■ TRY IT
Which lines in the records below contain the word "NIBONG"? Report each of them.

■ INPUT DATA
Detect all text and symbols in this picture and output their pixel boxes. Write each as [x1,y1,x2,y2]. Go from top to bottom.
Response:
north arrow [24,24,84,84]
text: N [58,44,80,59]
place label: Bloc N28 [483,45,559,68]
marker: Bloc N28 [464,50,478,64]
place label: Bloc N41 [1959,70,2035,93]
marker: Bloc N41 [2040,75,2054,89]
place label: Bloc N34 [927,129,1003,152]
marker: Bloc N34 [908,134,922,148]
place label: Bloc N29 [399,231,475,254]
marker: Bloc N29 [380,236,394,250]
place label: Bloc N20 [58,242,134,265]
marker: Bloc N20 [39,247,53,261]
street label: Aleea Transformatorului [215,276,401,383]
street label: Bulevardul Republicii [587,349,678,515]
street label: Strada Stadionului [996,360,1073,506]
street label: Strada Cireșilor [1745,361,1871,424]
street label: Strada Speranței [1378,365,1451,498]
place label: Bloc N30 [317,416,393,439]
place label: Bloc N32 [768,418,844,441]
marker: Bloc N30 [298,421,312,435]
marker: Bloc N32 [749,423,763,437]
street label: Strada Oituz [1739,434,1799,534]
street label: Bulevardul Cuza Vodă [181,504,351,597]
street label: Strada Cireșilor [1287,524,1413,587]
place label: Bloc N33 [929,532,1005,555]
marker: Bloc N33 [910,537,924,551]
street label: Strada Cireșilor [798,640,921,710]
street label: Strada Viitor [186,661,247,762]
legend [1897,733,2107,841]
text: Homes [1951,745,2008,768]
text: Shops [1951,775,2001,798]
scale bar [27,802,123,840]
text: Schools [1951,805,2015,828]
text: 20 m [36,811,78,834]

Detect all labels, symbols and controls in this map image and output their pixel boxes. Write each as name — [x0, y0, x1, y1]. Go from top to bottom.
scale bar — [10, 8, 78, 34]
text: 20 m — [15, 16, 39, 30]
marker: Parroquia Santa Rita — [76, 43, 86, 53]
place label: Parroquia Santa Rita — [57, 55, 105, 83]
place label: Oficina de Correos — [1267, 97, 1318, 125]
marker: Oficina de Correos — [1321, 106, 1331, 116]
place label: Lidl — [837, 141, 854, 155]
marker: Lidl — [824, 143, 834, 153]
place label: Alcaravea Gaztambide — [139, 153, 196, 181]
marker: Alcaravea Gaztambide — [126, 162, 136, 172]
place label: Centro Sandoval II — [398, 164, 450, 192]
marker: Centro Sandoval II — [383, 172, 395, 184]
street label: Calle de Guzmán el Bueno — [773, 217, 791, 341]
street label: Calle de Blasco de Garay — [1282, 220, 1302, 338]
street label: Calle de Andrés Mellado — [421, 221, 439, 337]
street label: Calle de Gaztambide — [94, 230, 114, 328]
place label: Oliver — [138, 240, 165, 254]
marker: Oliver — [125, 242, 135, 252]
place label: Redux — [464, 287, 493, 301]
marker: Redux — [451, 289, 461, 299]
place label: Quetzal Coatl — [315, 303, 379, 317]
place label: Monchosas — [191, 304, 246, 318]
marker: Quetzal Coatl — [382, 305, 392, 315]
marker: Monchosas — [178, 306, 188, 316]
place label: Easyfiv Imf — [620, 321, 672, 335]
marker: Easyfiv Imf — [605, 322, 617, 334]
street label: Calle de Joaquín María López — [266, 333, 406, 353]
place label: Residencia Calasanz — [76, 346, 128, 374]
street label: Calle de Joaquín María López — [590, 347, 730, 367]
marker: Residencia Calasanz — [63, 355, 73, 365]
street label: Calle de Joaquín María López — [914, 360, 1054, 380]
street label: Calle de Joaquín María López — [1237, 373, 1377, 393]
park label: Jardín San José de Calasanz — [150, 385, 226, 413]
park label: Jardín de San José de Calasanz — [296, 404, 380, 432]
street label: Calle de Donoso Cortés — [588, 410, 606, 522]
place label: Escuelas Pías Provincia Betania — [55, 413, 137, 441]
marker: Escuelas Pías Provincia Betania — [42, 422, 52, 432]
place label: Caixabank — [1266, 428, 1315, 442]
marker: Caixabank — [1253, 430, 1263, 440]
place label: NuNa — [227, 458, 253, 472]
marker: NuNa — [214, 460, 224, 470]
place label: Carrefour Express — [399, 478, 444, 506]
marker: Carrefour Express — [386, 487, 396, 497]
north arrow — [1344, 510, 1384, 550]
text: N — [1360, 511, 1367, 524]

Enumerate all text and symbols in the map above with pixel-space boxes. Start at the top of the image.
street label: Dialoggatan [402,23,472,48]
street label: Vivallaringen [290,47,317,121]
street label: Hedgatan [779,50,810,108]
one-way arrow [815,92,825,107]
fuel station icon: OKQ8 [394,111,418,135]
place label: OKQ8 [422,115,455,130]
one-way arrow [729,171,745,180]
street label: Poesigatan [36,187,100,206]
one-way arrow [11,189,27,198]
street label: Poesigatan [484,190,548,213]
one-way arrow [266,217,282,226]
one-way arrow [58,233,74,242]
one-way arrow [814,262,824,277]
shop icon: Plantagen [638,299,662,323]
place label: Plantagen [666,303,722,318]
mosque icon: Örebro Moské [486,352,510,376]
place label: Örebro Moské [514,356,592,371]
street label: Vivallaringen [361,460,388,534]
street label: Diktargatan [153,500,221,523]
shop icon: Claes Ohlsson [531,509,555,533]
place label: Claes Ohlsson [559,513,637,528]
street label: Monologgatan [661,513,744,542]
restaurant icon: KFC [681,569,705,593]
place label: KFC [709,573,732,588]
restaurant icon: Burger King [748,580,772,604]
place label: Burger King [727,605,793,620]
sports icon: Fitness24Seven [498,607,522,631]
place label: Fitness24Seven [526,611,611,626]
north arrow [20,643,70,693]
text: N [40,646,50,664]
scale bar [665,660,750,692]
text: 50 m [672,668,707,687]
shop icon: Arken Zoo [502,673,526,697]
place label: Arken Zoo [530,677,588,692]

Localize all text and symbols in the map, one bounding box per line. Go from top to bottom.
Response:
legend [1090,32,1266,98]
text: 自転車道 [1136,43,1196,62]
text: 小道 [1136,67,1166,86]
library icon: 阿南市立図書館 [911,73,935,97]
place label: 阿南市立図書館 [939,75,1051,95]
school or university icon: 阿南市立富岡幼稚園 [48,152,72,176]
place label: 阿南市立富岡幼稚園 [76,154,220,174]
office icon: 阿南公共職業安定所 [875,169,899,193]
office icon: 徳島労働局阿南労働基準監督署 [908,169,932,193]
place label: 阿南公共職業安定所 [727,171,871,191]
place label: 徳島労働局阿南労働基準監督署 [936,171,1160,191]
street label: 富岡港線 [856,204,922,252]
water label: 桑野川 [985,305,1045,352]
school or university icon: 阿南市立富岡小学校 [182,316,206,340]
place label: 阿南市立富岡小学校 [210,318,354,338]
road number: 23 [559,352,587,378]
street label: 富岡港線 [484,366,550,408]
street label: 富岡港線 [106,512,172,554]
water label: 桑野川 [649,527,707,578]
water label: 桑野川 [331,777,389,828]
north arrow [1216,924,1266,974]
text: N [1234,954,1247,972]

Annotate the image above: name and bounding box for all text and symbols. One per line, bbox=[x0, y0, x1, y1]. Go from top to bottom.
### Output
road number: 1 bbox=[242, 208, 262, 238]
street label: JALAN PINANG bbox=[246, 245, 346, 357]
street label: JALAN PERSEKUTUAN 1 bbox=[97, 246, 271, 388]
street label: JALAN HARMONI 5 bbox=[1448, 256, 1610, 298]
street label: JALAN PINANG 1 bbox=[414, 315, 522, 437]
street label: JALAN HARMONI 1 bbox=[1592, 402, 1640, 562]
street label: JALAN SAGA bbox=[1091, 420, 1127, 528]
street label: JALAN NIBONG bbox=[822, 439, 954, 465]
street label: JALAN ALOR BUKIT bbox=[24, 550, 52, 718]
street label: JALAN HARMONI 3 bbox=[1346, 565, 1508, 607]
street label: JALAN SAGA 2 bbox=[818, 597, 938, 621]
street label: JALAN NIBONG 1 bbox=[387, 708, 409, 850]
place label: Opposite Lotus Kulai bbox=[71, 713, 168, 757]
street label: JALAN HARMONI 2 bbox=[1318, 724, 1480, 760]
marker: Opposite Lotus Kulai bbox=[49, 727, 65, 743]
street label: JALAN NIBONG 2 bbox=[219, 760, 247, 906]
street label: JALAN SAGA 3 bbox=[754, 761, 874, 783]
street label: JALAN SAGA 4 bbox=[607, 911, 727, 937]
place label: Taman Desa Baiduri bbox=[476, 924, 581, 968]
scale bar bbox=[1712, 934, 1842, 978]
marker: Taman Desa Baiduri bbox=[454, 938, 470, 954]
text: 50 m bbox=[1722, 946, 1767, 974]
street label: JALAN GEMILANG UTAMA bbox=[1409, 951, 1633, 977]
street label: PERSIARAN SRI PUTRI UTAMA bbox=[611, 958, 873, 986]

■ RESPONSE FOR THIS EXERCISE
street label: JALAN NIBONG bbox=[822, 439, 954, 465]
street label: JALAN NIBONG 1 bbox=[387, 708, 409, 850]
street label: JALAN NIBONG 2 bbox=[219, 760, 247, 906]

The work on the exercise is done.